• [TO DO]: Copy task. Retype the whole listing exactly, omitting any picture in it.

• [INPUT DATA]:
--- --- ---
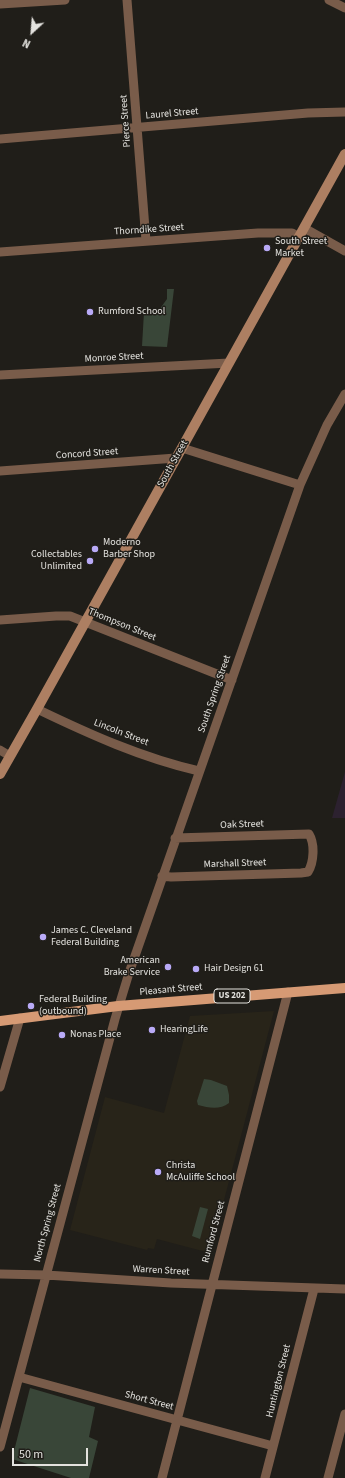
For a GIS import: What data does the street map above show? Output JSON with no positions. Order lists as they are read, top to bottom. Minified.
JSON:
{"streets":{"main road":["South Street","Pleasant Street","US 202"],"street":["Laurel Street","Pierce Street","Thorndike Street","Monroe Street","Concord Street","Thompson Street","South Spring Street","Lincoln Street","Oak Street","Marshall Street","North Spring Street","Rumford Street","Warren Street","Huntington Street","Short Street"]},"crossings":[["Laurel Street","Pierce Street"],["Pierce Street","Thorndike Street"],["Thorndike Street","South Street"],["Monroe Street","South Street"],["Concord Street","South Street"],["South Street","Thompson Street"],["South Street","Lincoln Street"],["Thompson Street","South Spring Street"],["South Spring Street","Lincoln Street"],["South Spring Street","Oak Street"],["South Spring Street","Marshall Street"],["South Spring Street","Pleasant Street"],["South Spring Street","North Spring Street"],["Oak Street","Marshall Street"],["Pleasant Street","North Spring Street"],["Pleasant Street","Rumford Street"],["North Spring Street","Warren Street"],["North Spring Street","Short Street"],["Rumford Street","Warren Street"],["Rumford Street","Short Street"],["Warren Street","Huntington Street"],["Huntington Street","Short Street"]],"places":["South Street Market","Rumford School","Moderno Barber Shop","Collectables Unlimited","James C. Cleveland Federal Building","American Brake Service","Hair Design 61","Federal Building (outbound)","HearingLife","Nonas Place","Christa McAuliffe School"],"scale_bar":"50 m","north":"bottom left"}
--- --- ---
• [OUTPUT OF THE TASK]:
For a GIS import: What data does the street map above show? Output JSON with no positions. Order lists as they are read, top to bottom. Minified.
JSON:
{"streets":{"main road":["South Street","Pleasant Street","US 202"],"street":["Laurel Street","Pierce Street","Thorndike Street","Monroe Street","Concord Street","Thompson Street","South Spring Street","Lincoln Street","Oak Street","Marshall Street","North Spring Street","Rumford Street","Warren Street","Huntington Street","Short Street"]},"crossings":[["Laurel Street","Pierce Street"],["Pierce Street","Thorndike Street"],["Thorndike Street","South Street"],["Monroe Street","South Street"],["Concord Street","South Street"],["South Street","Thompson Street"],["South Street","Lincoln Street"],["Thompson Street","South Spring Street"],["South Spring Street","Lincoln Street"],["South Spring Street","Oak Street"],["South Spring Street","Marshall Street"],["South Spring Street","Pleasant Street"],["South Spring Street","North Spring Street"],["Oak Street","Marshall Street"],["Pleasant Street","North Spring Street"],["Pleasant Street","Rumford Street"],["North Spring Street","Warren Street"],["North Spring Street","Short Street"],["Rumford Street","Warren Street"],["Rumford Street","Short Street"],["Warren Street","Huntington Street"],["Huntington Street","Short Street"]],"places":["South Street Market","Rumford School","Moderno Barber Shop","Collectables Unlimited","James C. Cleveland Federal Building","American Brake Service","Hair Design 61","Federal Building (outbound)","HearingLife","Nonas Place","Christa McAuliffe School"],"scale_bar":"50 m","north":"bottom left"}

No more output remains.